WORK TO BE COMPLETED -
List each line of the data that holds the string "right", please.

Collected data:
= Beginning of Section =

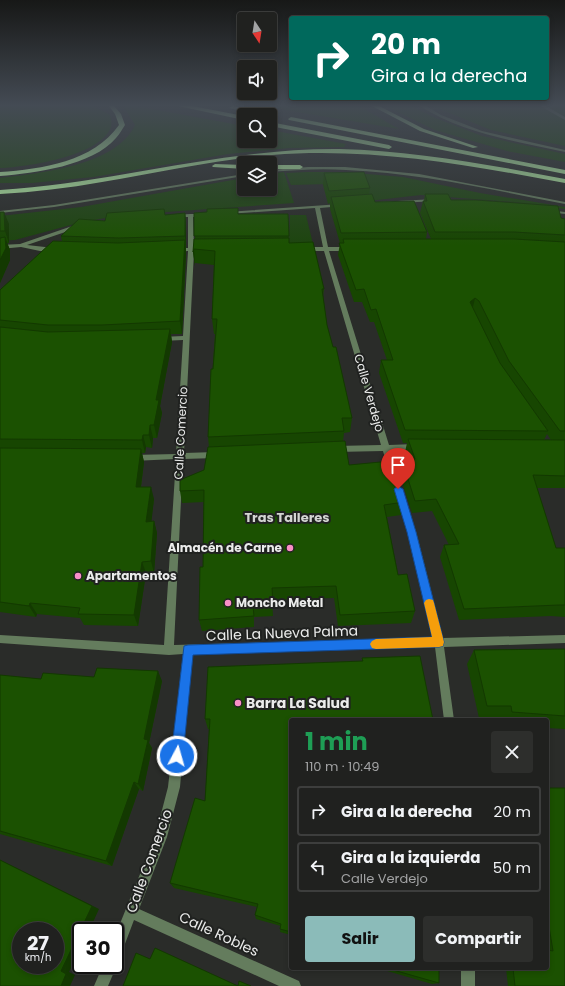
<!DOCTYPE html>
<html lang="es">
<meta charset="utf-8">
<style>
:root{--surface:#20211f;--page:#2d2e2c;--text:#f1f3f6;--muted:#a2a3a4;--line:#3d3e3d;--accent:#8bbbb9}
body{margin:0;font-family:Poppins,sans-serif;background:var(--page);color:var(--text);height:100vh;display:flex;flex-direction:column;font-size:15px;white-space:nowrap}
*{box-sizing:border-box;margin:0}
p{font-size:13px;color:var(--muted)}
.icon{flex:none;width:22px;height:22px;fill:none;stroke:currentColor;stroke-width:2;stroke-linecap:round;stroke-linejoin:round}
.map{position:relative;flex:1;overflow:hidden}
.details{position:absolute;left:289px;top:718px;width:260px;height:252px;display:flex;flex-direction:column;background:var(--surface);border-radius:4px;box-shadow:0 2px 6px #0003,0 0 0 1px var(--line)}
.details>*{flex:none}
.banner{position:absolute;left:289px;top:16px;width:260px;height:84px;border-radius:4px;box-shadow:0 2px 6px #0003,0 0 0 1px var(--line);background:#00695c;color:#fff;overflow:hidden}
.needle{width:26px;rotate:168deg}
.tools{position:absolute;left:237px;top:12px;display:grid;gap:8px}
.tools a{display:grid;place-items:center;width:40px;height:40px;border-radius:4px;background:var(--surface);box-shadow:0 2px 6px #0003,0 0 0 1px var(--line);font-size:20px}
.speed{position:absolute;left:12px;top:922px;display:flex;gap:8px;font-size:20px;font-weight:700;text-align:center}
.speed>*{display:grid;place-content:center;width:52px;height:52px;border-radius:50%;background:var(--surface);box-shadow:0 2px 6px #0003,0 0 0 1px var(--line);line-height:1}
.speed small{font-size:10px;font-weight:400}
.speed .limit{border:2px solid #111;border-radius:6px;background:#fff;color:#111}
.pin{position:absolute;display:grid;place-items:center;width:34px;height:34px;color:#fff;margin:-41px -17px;border-radius:50% 50% 50% 0;rotate:-45deg;box-shadow:0 0 4px #0007}
.pin .icon{rotate:45deg}
.me{position:absolute;width:44px;margin:-22px;rotate:6deg;stroke-linejoin:round;filter:drop-shadow(0 0 3px #0008)}
.turn{display:flex;align-items:center;gap:14px;height:84px;padding:0 16px;font-size:18px}
.turn .icon{width:52px;height:52px;stroke-width:2.5}
.turn b{display:block;font-size:28px;line-height:34px}
.round{display:grid;place-items:center;flex:none;width:42px;height:42px;border-radius:4px;background:var(--page)}
.overview{display:flex;align-items:center;justify-content:space-between;height:68px;padding:0 16px}
h1{font-size:24px;font-weight:700;line-height:30px;color:#1e9e55}
.action{display:flex;gap:8px;margin-top:auto;padding:8px 16px}
.action a{flex:1;height:46px;border-radius:4px;background:var(--accent);color:#111;font-size:16px;font-weight:700;line-height:46px;text-align:center}
.action a+a{background:var(--page);color:var(--text)}
ul{padding:0;list-style:none}
li{display:flex;align-items:center;gap:12px;height:50px;margin:0 8px 6px;padding:0 8px;border:2px solid var(--line);border-radius:4px}
li div{flex:1}
li b{display:block;font-size:15px}
li em{font-style:normal}
.map>svg:first-child{display:block}
.green{fill:#1d450e}
.lines{fill:none;stroke-linecap:round;stroke-linejoin:round}
.service{fill:#647c5d;fill-rule:evenodd}
.minor{fill:#647c5d;fill-rule:evenodd}
.motorway{fill:#b2eda0;fill-rule:evenodd}
.wall{fill:#174601;fill-rule:evenodd}
.shaded-wall{fill:#133901}
.building{fill:#1b5101;stroke:#133901;fill-rule:evenodd}
.route{fill:#1a73e8;stroke:#114b97}
.slow{fill:#f59e0b}
.poi-dot{fill:#fa8fc6;stroke:#202220;stroke-width:1.5}
.labels{text-anchor:middle;stroke-width:4;stroke-linejoin:round;paint-order:stroke}
.street-label{font-size:12px;fill:#ebeceb;stroke:#202220}
.poi-label{font-size:12px;font-weight:bold;fill:#ebeceb;stroke:#202220;text-anchor:start}
.neighbourhood-label{font-size:13px;font-weight:bold;fill:#d3d5d2;stroke:#202220}
.near-street-label{font-size:14px;fill:#ebeceb;stroke:#202220}
.near-poi-label{font-size:14px;font-weight:bold;fill:#ebeceb;stroke:#202220;text-anchor:start}
</style>
<div class="map">
<svg width="565" height="986" viewBox="0 0 565 986">
<rect width="100%" height="100%" fill="#2a2c29"/>
<g class="green">
<path d="M0,106H93L110,115C111,119 112,123 111,127C100,156 28,167 0,168Z"/>
<path d="M126,106H136L244,126V141H270V130L346,144L344,147L289,148L228,154L93,177L32,183H0V178C40,173 116,166 135,125L124,107Z"/>
<path d="M263,106H359L399,129L262,106Z"/>
<path d="M386,106H411L433,117L482,136L565,154V162L507,151L435,130Z"/>
<path d="M433,106H565V146L491,130Z"/>
<path d="M284,172L294,203L123,215L82,222L15,240L0,241V216L81,207L244,178V189H270V174Z"/>
<path d="M308,172H343L403,177L480,193L565,207V209L514,202L421,195L368,201L365,183L291,185L286,173Z"/>
<path d="M290,215H306L313,244L289,245Z"/>
</g>
<g class="lines">
<path class="service" d="M546,106L565,117V120L540,106Z"/>
<g class="minor">
<path d="M420,106H426L441,115L482,131L565,150V152C516,141 464,134 420,106Z"/>
<path d="M308,167H345L419,174L565,202V204C493,190 420,173 346,170C321,168 295,170 270,172V170Z"/>
<path d="M244,174V176L54,207L0,213V211L54,205Z"/>
<path d="M435,199L437,200V201L379,204L377,203L379,202Z"/>
<path d="M341,204L343,205V206L320,208L328,247H348L351,249L348,251H329L389,445L416,444L420,447L416,450H390L397,472L393,475L389,472L383,451L336,452L332,449L336,446L381,445L324,251H304L301,249L304,247H323L315,208L227,214L225,213L227,212Z"/>
<path d="M548,210L565,212V214L548,212Z"/>
<path d="M190,214H203L205,215L203,216L193,217L194,248L204,247L207,249L204,251H194L184,453L216,452L220,455L216,458L183,459L174,645L433,638L408,532L396,496L397,494H403L404,496L416,532L443,638L565,635V643L444,647L454,720H444L435,647L192,654L180,787L167,837L139,909L299,981L301,986H279L134,920L120,957L115,959V936L155,837L168,787L183,654L169,655L0,643V635L164,645L176,459L132,461L128,458L132,455L176,454L183,340L161,341L158,339L161,337L183,336L188,251L176,252L173,250L176,248H188V217H175L173,216L175,215Z"/>
<path d="M78,224L81,226L80,227L27,245L54,248L56,249V251H40L21,247L0,249V245L20,244Z"/>
<path d="M115,961L117,965L108,986H94L103,965H115Z"/>
<rect x="461" y="968" width="14" height="18"/>
</g>
<g class="motorway">
<path d="M109,106H114L121,114L125,125C122,129 120,134 116,138C92,166 35,173 0,176V172C42,169 93,162 119,125L115,114Z"/>
<path d="M178,106H192L244,116V120Z"/>
<path d="M233,106L268,113L271,115L270,116L229,108Z"/>
<path d="M372,106H379L424,129L478,147L473,148L420,131Z"/>
<path d="M291,117L565,170V174L289,120L288,119Z"/>
<path d="M270,122L389,145L392,147L389,149L270,126Z"/>
<path d="M339,149C415,151 491,165 565,179V183C469,165 370,147 272,155C214,160 158,173 102,182C68,188 34,192 0,194V190C114,183 224,148 339,149Z"/>
<path d="M215,164L244,165V169L213,167L212,166Z"/>
<path d="M270,165H300L303,167L300,169H270Z"/>
</g>
</g>
<g class="wall">
<path d="M324,173L370,188L369,194L375,202L427,232L426,239H431L420,213L423,201H424L425,194L451,200L565,219V488H537L556,548H565V617L551,616L459,620L440,557L444,545H449L432,511L412,513L399,473L402,460H408L405,452L407,443H403L379,373L381,360H387L374,322H370L362,302H354L338,255L340,243L330,209V203L328,204L323,185ZM547,434L551,440H544Z"/>
<path d="M0,212L9,224V243H7L10,250V260L0,283Z"/>
<path d="M185,213L186,223V253L182,334H171L172,342L160,406L162,413L157,438H153L152,448L146,447L145,453H142L144,462L141,487L154,499L151,521H154L157,533L154,573H146L138,626L84,625L80,618L37,614L36,617L0,612V290L62,241L61,236L105,221Z"/>
<path d="M194,213L238,214H288L289,243L324,289L323,296L327,325L352,418L350,432L344,433L343,441L349,465L404,502L401,515L387,517L398,575L415,611L411,623L338,626L334,598L272,600L273,616L254,617V627L202,631L199,620L203,567L204,502L182,503L180,491L204,470L209,447L208,437L215,334H214L212,319L214,265L195,263V266L193,252L195,238Z"/>
<path d="M565,649V729L547,728V720H501V718H479L467,664L474,650Z"/>
<path d="M420,656L291,720V935L280,932L281,926L256,919L255,915L257,907L174,888L170,883L205,801L209,729H208L205,719L362,661V658Z"/>
<path d="M0,675L41,679L94,677L162,681L149,743L152,748L143,791L139,789L112,866L0,834Z"/>
<path d="M547,788L565,986H508L506,968H547Z"/>
<path d="M377,968H439V983L432,984Z"/>
</g>
<g class="shaded-wall">
<path d="M4,212L9,224V243L5,231Z"/>
<path d="M185,213L186,223V247L185,236Z"/>
<path d="M5,237L10,250V260L0,283V260Z"/>
<path d="M185,240L186,253L182,334L180,321Z"/>
<path d="M194,249L195,263V266L193,252Z"/>
<path d="M475,298L472,311L470,302Z"/>
<path d="M170,329L172,342L160,406L162,413L157,438L154,425L156,400Z"/>
<path d="M150,425L153,438L152,448L149,435Z"/>
<path d="M143,435L146,447L145,453L142,440Z"/>
<path d="M141,449L144,462L139,500L136,487Z"/>
<path d="M151,487L154,499L150,534L146,522Z"/>
<path d="M154,521L157,533L154,573L151,561Z"/>
<path d="M142,562L146,573L138,626L134,615Z"/>
<path d="M30,603L37,614L36,617L29,606Z"/>
<path d="M158,671L162,681L149,743L152,748L143,791L138,784L144,739Z"/>
<path d="M134,782L139,789L112,866L106,861Z"/>
<path d="M0,860L99,909L89,931H81V947L69,972L75,975L70,986H61V971Z"/>
</g>
<g class="building">
<path d="M364,172L370,188L329,191L324,173Z"/>
<path d="M372,194L375,202L414,201L427,232L341,233L331,197Z"/>
<path d="M425,194H448L451,200H476L558,206L561,218L565,219V235L514,232H435L423,201H427Z"/>
<path d="M238,208V214H288L289,236H194V213L207,212V209Z"/>
<path d="M164,209L165,215L185,213V236L119,238L61,236L79,219L105,221L107,213Z"/>
<path d="M0,212H4L5,231H0Z"/>
<path d="M5,237L6,248L0,260V238Z"/>
<path d="M289,238V243L313,242L324,289H322L327,325L333,347H336L352,418H342L344,431L208,437L211,369H213L217,319H212L215,251L194,249L193,252L194,239Z"/>
<path d="M343,239H514L565,242V431H560L509,361L479,301L475,298L470,302L500,363L548,431L405,430L381,360H393L376,309L371,310L364,289L356,290L339,243H344Z"/>
<path d="M185,240L180,321L102,325H48L0,320V290L53,241L118,243Z"/>
<path d="M0,327L48,332L170,329L156,400H159L154,425H150L149,435H143L142,440L0,439Z"/>
<path d="M408,439L565,440V476L533,475L556,548H565V605H559L464,609L444,545L459,544L436,499L415,501L402,460L415,459Z"/>
<path d="M345,441L349,465L391,461L404,502L384,505L398,575L407,574L415,611L340,615L336,586L272,588L273,605L253,606L254,616L199,620L200,567H203L204,490L180,491V480L204,470L208,447Z"/>
<path d="M0,448L141,449L136,487H151L146,522L154,521L151,561L142,562L134,615L78,614L80,608L30,603L29,606L0,602Z"/>
<path d="M565,649V716L512,712L511,706H487L474,650Z"/>
<path d="M420,656L433,720H291V932L280,929L281,924L255,915L258,904L170,883L195,798L205,801L210,719H205L208,667L363,661L362,658Z"/>
<path d="M97,668L158,671L144,739L148,740L138,784L134,782L106,861L0,831V675L41,679L43,673L94,677Z"/>
<path d="M547,788H565V986H515L513,968H547V950L553,951L547,914Z"/>
<path d="M0,860L92,906L61,971L66,974L61,986H0ZM21,931H55V965H21Z"/>
<path d="M155,948L238,986L239,981L251,986H123L136,953L150,959Z"/>
<path d="M386,968H439V983Z"/>
</g>
<linearGradient id="sky" x2="0" y2="1"><stop stop-color="#171817"/><stop offset="0.43" stop-color="#444b54"/><stop offset="1" stop-color="#444b54" stop-opacity="0"/></linearGradient>
<rect width="565" height="245" fill="url(#sky)"/>
<path class="route" d="M398,486L403,489L416,532L444,642L443,646L439,647L193,655L183,756L182,761L177,763L173,761L171,756L184,646L188,645L432,637L407,532L394,489Z"/>
<path class="slow" d="M429,599L433,600L434,603L444,642L443,646L439,647L376,649L372,648L370,644L372,641L376,639L432,637L424,603L426,600Z"/>
<g class="poi-dot">
<circle cx="290" cy="548" r="4"/>
<circle cx="78" cy="576" r="4"/>
<circle cx="228" cy="603" r="4"/>
<circle cx="238" cy="703" r="4"/>
</g>
<g class="labels">
<g class="street-label">
<text transform="translate(369 393) rotate(74)" y="4">Calle Verdejo</text>
<text transform="translate(181 433) rotate(-87)" y="4">Calle Comercio</text>
</g>
<g class="poi-label">
<text x="282" y="552" text-anchor="end">Almacén de Carne</text>
<text x="86" y="580">Apartamentos</text>
<text x="236" y="607">Moncho Metal</text>
</g>
<g class="neighbourhood-label">
<text x="287" y="522">Tras Talleres</text>
</g>
<g class="near-street-label">
<text transform="translate(282 633) rotate(-2)" y="5">Calle La Nueva Palma</text>
<text transform="translate(149 861) rotate(-70)" y="5">Calle Comercio</text>
<text transform="translate(219 934) rotate(25)" y="5">Calle Robles</text>
</g>
<g class="near-poi-label">
<text x="246" y="708">Barra La Salud</text>
</g>
</g>
</svg>
<div class="tools">
<a><svg class="needle" viewBox="-14 -14 28 28"><path d="M0-13l5 13h-10z" fill="#e53935"/><path d="M0 13l5-13h-10z" fill="#a2a3a4"/></svg></a>
<a><svg class="icon" aria-label="sound" viewBox="0 0 24 24"><path d="M4 9h4l5-4v14l-5-4H4zM17 9q2 3 0 6"/></svg></a>
<a><svg class="icon" aria-label="search" viewBox="0 0 24 24"><circle cx="10" cy="10" r="6"/><path d="M15 15l6 6"/></svg></a>
<a><svg class="icon" aria-label="layers" viewBox="0 0 24 24"><path d="M12 4l9 5-9 5-9-5zM3 14l9 5 9-5"/></svg></a>
</div>
<div class="speed"><div>27<small>km/h</small></div><div class="limit">30</div></div>
<div class="pin" style="left:398px;top:489px;background:#d93025"><svg class="icon" aria-label="arrive" viewBox="0 0 24 24"><path d="M6 21V4h12l-3 4 3 4H6"/></svg></div>
<svg class="me" style="left:177px;top:756px" viewBox="-20 -20 40 40"><circle r="17" fill="#1a73e8" stroke="#fff" stroke-width="3"/><path d="M0-11L8 9 0 5-8 9z" fill="#fff"/></svg>
<div class="banner">
<div class="turn"><svg class="icon" aria-label="right" viewBox="0 0 24 24"><path d="M7 20v-9h11M14 6l5 5-5 5"/></svg><div><b>20 m</b>Gira a la derecha</div></div>
</div>
<section class="details">
<div class="overview"><div><h1>1 min</h1><p>110 m · 10:49</p></div><a class="round"><svg class="icon" aria-label="close" viewBox="0 0 24 24"><path d="M6 6l12 12M18 6L6 18"/></svg></a></div>
<ul>
<li><svg class="icon" aria-label="right" viewBox="0 0 24 24"><path d="M7 20v-9h11M14 6l5 5-5 5"/></svg><div><b>Gira a la derecha</b></div><em>20 m</em></li>
<li><svg class="icon" aria-label="left" viewBox="0 0 24 24"><path d="M17 20v-9H6M10 6l-5 5 5 5"/></svg><div><b>Gira a la izquierda</b><p>Calle Verdejo</p></div><em>50 m</em></li>
</ul>
<div class="action"><a>Salir</a><a>Compartir</a></div>
</section>
</div>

= End of Section =

SOLVED PROBLEM -
<div class="turn"><svg class="icon" aria-label="right" viewBox="0 0 24 24"><path d="M7 20v-9h11M14 6l5 5-5 5"/></svg><div><b>20 m</b>Gira a la derecha</div></div>
<li><svg class="icon" aria-label="right" viewBox="0 0 24 24"><path d="M7 20v-9h11M14 6l5 5-5 5"/></svg><div><b>Gira a la derecha</b></div><em>20 m</em></li>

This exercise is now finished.